Trump: Toyota Faces Big Tax if it Builds Corolla Cars for U.S. in Mexico
U.S. President-elect Donald Trump targeted Toyota Motor Corp on Thursday, threatening to impose a hefty fee on the world's largest automaker if it builds its Corolla cars for the U.S. market at a plant in Mexico.
"Toyota Motor said will build a new plant in Baja, Mexico, to build Corolla cars for U.S. NO WAY! Build plant in U.S. or pay big border tax," Trump said in a post on Twitter.
It was Trump's latest broadside against automakers building cars in Mexico and first against a foreign automaker. The president-elect's attacks on investments by companies in Mexico have cast a shadow over cross-border production networks central to more than $583 billion a year in trade between the two countries.
The value of the Mexican peso has skidded amid fears that Trump's policies would harm Latin America's second-biggest economy -- and declined Thursday after Trump's tweet.
Toyota, which announced plans to build a new Mexican facility in Guanajuato in April 2015, said it would not take away from U.S. employment.
"Toyota looks forward to collaborating with the Trump administration to serve in the best interests of consumers and the automotive industry," Toyota spokesman Scott Vazin said.
Trump's tweet confuses Toyota's existing Baja plant with the planned $1 billion plant in Guanajuato, where construction got under way in November. A Trump spokeswoman did not return a request seeking additional comment.
Baja produces around 100,000 pickup trucks and truck beds annually. The Guanajuato plant will build Corollas and have an annual capacity of 200,000 when it comes online in 2019, shifting production of the small car from Canada.
The Japanese automaker's American Depositary Receipts fell after Trump's tweet and closed down 0.6 percent at $120.44 on the New York Stock Exchange.
Toyota President Akio Toyoda said in Japan on Thursday that the automaker has no immediate plans to curb production in Mexico, preferring to wait until after Trump's Jan. 20 inauguration before deciding whether to make any changes.
"We will consider our option as we see what policies the incoming president adopts," Toyoda said at an industry gathering in Tokyo on Thursday before Trump's tweet, when asked whether his company was considering any changes to a production plant the automaker was building in Mexico.
Automakers in the United States have been slammed by Trump for building cars in lower-cost factories south of the border, which he said costs American jobs. Pressure to curb that production intensified this week after Ford Motor Co scrapped plans to build a $1.6 billion assembly plant in Mexico after Trump harshly criticized the investment.
Ford, however, still plans to shift production of small cars to Mexico from Michigan, even as it uses $700 million from the planned Mexico investment to expand its operations in Flat Rock, Michigan, and add 700 jobs.

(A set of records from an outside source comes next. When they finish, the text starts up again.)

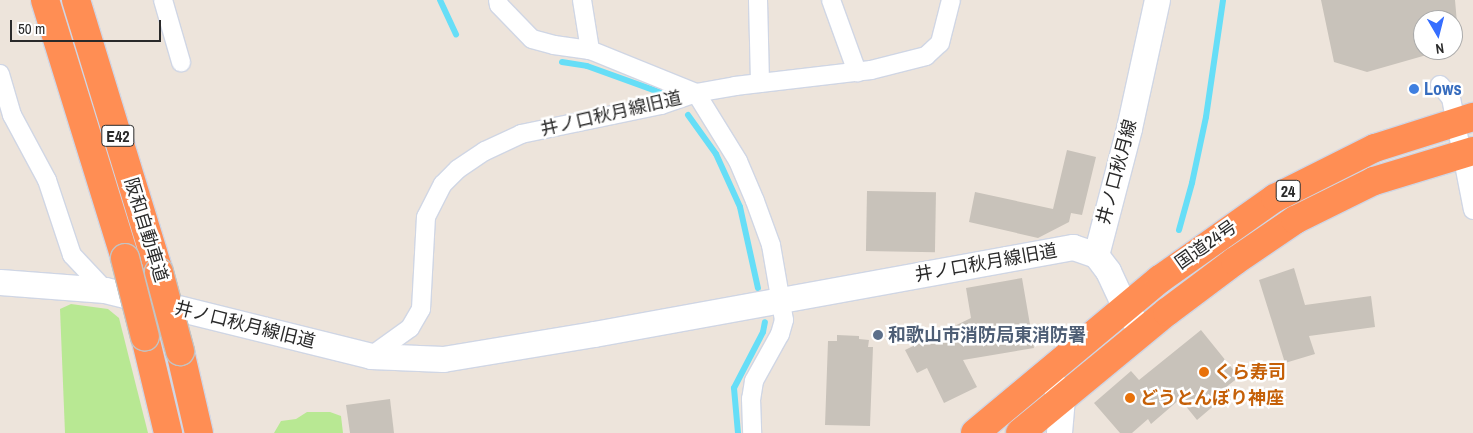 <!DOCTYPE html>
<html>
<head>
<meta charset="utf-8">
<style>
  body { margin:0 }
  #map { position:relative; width:1473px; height:433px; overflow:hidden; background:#ede4db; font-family:"Archivo Narrow","Noto Sans JP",sans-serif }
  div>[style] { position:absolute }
  .green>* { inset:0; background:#b8e893 }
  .stream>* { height:6px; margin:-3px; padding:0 3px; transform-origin:3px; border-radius:3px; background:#66def7 }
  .building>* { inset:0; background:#c8c2ba; transform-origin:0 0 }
  .roads { filter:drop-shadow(1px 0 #d0d6e4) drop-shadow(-1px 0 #d0d6e4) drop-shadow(0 1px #d0d6e4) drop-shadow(0 -1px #d0d6e4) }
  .street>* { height:18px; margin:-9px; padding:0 9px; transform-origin:9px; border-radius:9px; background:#fff }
  .secondary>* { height:25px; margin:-12.5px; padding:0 12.5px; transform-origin:12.5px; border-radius:12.5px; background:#fff }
  .highway>* { height:28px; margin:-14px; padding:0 14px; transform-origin:14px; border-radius:14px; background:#ff8e54 }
  .bridges { filter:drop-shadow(1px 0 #c3c3c3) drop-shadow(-1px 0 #c3c3c3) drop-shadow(0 1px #c3c3c3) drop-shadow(0 -1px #c3c3c3) }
  .highway-bridge>* { height:28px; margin:-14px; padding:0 14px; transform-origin:14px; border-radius:14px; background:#ff8e54 }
  .dots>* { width:14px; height:14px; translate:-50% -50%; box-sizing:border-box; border:2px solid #fff; border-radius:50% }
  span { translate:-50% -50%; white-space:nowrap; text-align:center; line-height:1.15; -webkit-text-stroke:5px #fff; paint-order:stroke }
  .shield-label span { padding:1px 4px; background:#fff; border:1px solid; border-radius:4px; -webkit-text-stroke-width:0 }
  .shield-label { font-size:16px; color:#2a2a2a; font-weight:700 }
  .shop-label { font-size:18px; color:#366cbe; font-weight:700 }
  .left { translate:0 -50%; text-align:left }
  .street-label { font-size:18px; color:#2a2a2a }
  .service-label { font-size:18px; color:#4e5e75; font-weight:700 }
  .food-label { font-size:18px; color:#c56008; font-weight:700 }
  .north { position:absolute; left:1413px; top:10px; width:50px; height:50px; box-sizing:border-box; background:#fff; border:1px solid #aaa; border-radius:50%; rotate:172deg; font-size:14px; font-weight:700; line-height:20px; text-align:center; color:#2a2a2a }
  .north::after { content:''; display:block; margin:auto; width:18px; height:22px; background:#366eff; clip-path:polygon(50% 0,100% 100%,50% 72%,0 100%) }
  .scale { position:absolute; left:10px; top:20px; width:151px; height:22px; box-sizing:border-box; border:2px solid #2a2a2a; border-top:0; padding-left:6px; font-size:15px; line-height:18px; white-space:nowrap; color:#2a2a2a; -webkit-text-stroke:4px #fff; paint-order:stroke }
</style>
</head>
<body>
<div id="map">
  <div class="green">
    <i style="clip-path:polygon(71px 304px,108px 309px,119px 318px,148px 433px,65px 433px,60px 309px)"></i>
    <i style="clip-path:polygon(307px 412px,330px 412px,341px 416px,343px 433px,274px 433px,281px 421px,296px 419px)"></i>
  </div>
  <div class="stream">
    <i style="left:440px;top:0;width:38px;rotate:65deg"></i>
    <i style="left:562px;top:62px;width:25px;rotate:9deg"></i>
    <i style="left:587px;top:66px;width:80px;rotate:19.8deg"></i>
    <i style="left:688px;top:115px;width:48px;rotate:54.3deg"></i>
    <i style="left:716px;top:154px;width:58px;rotate:65.6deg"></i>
    <i style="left:740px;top:207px;width:83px;rotate:77.5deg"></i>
    <i style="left:1179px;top:230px;width:49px;rotate:-74.5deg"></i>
    <i style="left:1192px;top:183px;width:67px;rotate:-78deg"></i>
    <i style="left:1206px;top:117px;width:118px;rotate:-81.7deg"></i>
    <i style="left:738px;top:433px;width:45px;rotate:-95.1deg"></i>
    <i style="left:734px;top:388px;width:63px;rotate:-62.6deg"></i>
    <i style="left:763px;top:332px;width:10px;rotate:-79deg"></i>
  </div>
  <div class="building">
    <i style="clip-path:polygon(1321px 0,1455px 0,1459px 46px,1453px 48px,1453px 20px,1423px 20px,1423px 50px,1444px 50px,1367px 72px,1334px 62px)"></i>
    <i style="clip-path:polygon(1067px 150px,1096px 157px,1082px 215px,1071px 213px,1069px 222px,1038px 238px,969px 222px,975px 192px,1053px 209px)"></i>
    <i style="left:867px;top:191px;width:69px;height:60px;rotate:1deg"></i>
    <i style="clip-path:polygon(1294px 268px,1305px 305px,1371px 296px,1375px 327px,1309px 336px,1315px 354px,1285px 363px,1259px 280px)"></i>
    <i style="clip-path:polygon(1022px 278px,1034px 348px,963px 360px,977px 387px,944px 403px,927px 368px,917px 373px,905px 350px,971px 318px,966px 288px)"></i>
    <i style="clip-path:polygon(1201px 330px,1239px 377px,1212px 398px,1217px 403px,1197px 420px,1180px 399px,1151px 424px,1148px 419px,1132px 433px,1120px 433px,1094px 403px,1131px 371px,1139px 380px)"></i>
    <i style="clip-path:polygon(837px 335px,859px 336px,859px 339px,869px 340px,868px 347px,873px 347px,870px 426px,825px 425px,828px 341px,837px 341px)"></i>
    <i style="clip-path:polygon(390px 399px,394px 433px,350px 433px,346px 405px)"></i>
  </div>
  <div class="roads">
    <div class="street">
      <i style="left:163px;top:0;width:65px;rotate:73.8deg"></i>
      <i style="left:498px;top:0;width:5px;rotate:79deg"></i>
      <i style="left:499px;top:5px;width:47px;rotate:45.9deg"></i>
      <i style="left:532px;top:39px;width:23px;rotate:15deg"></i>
      <i style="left:554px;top:45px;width:36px;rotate:8deg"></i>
      <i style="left:590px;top:50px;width:114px;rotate:22.1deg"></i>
      <i style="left:696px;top:93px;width:80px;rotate:58.3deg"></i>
      <i style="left:738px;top:161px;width:43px;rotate:67deg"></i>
      <i style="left:755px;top:201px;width:47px;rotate:70deg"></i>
      <i style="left:771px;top:245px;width:76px;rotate:80.2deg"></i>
      <i style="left:784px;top:320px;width:15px;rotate:106deg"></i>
      <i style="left:780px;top:334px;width:54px;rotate:119deg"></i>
      <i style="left:754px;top:381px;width:18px;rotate:99deg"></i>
      <i style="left:751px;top:399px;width:34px;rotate:88deg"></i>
      <i style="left:582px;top:0;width:51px;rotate:80.9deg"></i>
      <i style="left:758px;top:0;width:83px;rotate:88.6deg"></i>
      <i style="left:831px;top:0;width:77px;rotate:70.1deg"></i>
      <i style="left:0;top:74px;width:43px;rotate:73.7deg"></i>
      <i style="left:12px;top:115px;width:74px;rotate:61.7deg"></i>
      <i style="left:47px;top:180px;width:79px;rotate:71.6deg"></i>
      <i style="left:72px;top:255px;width:48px;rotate:46.7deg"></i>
      <i style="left:1440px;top:85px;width:17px;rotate:50deg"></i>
      <i style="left:1451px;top:98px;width:114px;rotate:78.9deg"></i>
      <i style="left:371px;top:356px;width:48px;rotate:-35.7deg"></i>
      <i style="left:410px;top:328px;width:22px;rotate:-60deg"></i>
      <i style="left:421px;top:309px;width:92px;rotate:-86.9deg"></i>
      <i style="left:426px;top:217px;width:37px;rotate:-63deg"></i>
      <i style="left:443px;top:184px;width:21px;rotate:-45deg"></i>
      <i style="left:458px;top:169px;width:32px;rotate:-34deg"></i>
      <i style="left:485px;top:151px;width:40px;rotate:-25deg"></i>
      <i style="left:521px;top:134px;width:143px;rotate:-11.7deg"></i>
      <i style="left:661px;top:105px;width:37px;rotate:-19deg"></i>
      <i style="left:696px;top:93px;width:40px;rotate:-10deg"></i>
      <i style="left:735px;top:86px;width:137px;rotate:-6.7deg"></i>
      <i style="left:871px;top:70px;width:57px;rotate:-14.3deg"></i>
      <i style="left:926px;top:56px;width:19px;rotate:-43deg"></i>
      <i style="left:940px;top:43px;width:44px;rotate:-75.7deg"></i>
    </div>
    <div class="secondary">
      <i style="left:1096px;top:255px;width:131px;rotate:-75.4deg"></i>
      <i style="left:1129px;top:128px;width:131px;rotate:-77.7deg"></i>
      <i style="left:1096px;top:255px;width:20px;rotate:53deg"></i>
      <i style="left:1108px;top:271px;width:40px;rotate:65deg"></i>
      <i style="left:1125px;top:307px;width:30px;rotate:56deg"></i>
      <i style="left:0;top:282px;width:105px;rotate:4.4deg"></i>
      <i style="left:105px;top:290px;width:274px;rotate:13.9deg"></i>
      <i style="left:371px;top:356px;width:72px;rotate:2.4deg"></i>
      <i style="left:443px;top:359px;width:153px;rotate:-9.4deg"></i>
      <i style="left:594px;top:334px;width:487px;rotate:-10.3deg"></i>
      <i style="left:1073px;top:247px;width:24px;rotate:19deg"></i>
      <i style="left:1047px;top:373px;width:29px;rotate:59deg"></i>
      <i style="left:1062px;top:398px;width:35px;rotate:95deg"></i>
    </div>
    <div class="highway">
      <i style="left:45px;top:0;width:270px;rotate:72.8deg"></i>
      <i style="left:76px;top:0;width:284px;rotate:73deg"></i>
      <i style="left:145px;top:337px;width:99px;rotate:76.5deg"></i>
      <i style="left:180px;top:351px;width:84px;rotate:77deg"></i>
      <i style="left:975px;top:433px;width:241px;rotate:-39.8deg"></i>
      <i style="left:1160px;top:279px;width:141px;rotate:-35.2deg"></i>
      <i style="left:1275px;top:198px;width:112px;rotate:-26.6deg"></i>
      <i style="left:1375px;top:148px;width:103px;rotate:-17.6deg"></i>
      <i style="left:1020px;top:433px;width:190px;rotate:-39.5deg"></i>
      <i style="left:1167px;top:312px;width:85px;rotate:-36.9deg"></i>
      <i style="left:1235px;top:261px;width:73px;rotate:-34.3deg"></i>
      <i style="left:1295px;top:220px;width:88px;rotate:-26.3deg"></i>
      <i style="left:1374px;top:181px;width:103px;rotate:-16.9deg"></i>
    </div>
  </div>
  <div class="bridges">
    <div class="highway-bridge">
      <i style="left:125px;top:258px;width:81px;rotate:75.8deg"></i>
      <i style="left:159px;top:272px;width:82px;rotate:75.1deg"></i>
    </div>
  </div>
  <div class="dots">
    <i style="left:1414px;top:89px;background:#3f7fe0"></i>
    <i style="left:878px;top:335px;background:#5c6f8a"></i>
    <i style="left:1204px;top:372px;background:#e8710a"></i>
    <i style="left:1130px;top:398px;background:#e8710a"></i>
  </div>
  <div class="shield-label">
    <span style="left:118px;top:136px">E42</span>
    <span style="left:1288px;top:191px">24</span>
  </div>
  <div class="shop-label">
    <span class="left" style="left:1424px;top:89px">Lows</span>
  </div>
  <div class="street-label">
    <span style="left:611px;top:114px;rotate:-13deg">井ノ口秋月線旧道</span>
    <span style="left:1117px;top:172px;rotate:-75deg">井ノ口秋月線</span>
    <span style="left:146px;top:230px;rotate:73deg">阪和自動車道</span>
    <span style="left:1206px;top:245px;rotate:-35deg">国道24号</span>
    <span style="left:986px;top:263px;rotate:-10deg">井ノ口秋月線旧道</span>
    <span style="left:245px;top:325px;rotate:14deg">井ノ口秋月線旧道</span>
  </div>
  <div class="service-label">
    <span class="left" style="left:888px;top:335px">和歌山市消防局東消防署</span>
  </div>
  <div class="food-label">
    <span class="left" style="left:1214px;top:372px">くら寿司</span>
    <span class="left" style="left:1140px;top:398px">どうとんぼり神座</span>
  </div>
  <div class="north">N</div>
  <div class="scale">50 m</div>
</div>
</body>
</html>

During the campaign, Trump criticized barriers to U.S. auto exports to Japan and said the U.S. government did not do enough to open the market to more American-made vehicles.
"Until you open your markets, you're not selling any more cars over here," Trump said of Japan in an August 2015 interview with the Detroit News. "That's going to force people to build in the United States."
Toyota has extensive U.S. investments, operates 10 U.S. plants in eight states and builds more than 1.3 million vehicles in the United States annually.
Between 1994 and 2013, U.S. auto factory jobs dropped by a third while jobs in Mexico rose almost five-fold over the same period as lower-wage production boomed.
Mexico now accounts for 20 percent of all vehicle production in North America and has attracted more than $24 billion in auto investment since 2010, according to the Ann Arbor, Michigan-based, Center for Automotive Research.
Based on current investment plans, Mexico's auto production capacity will grow by another 50 percent over the next five years, according to the center, which draws funding from the auto industry.
It said Toyota imported fewer vehicles from Mexico than any other major automaker building cars there last year. Detroit's Big Three automakers collectively exported more than 1.1 million vehicles to the United States from Mexico in 2016, while Toyota sent about 47,000 Mexican-made vehicles to the United States.
Trump has also said General Motors Co could become subject to tariffs on Mexico-made cars for the U.S. market, and that he would like to renegotiate terms of the North American Free Trade Agreement signed with Canada and Mexico, or scrap it altogether.
Trump criticized GM for importing Mexican-made versions of the Chevrolet Cruze, even as the automaker is laying off 1,200 workers in Ohio this month who assemble the car.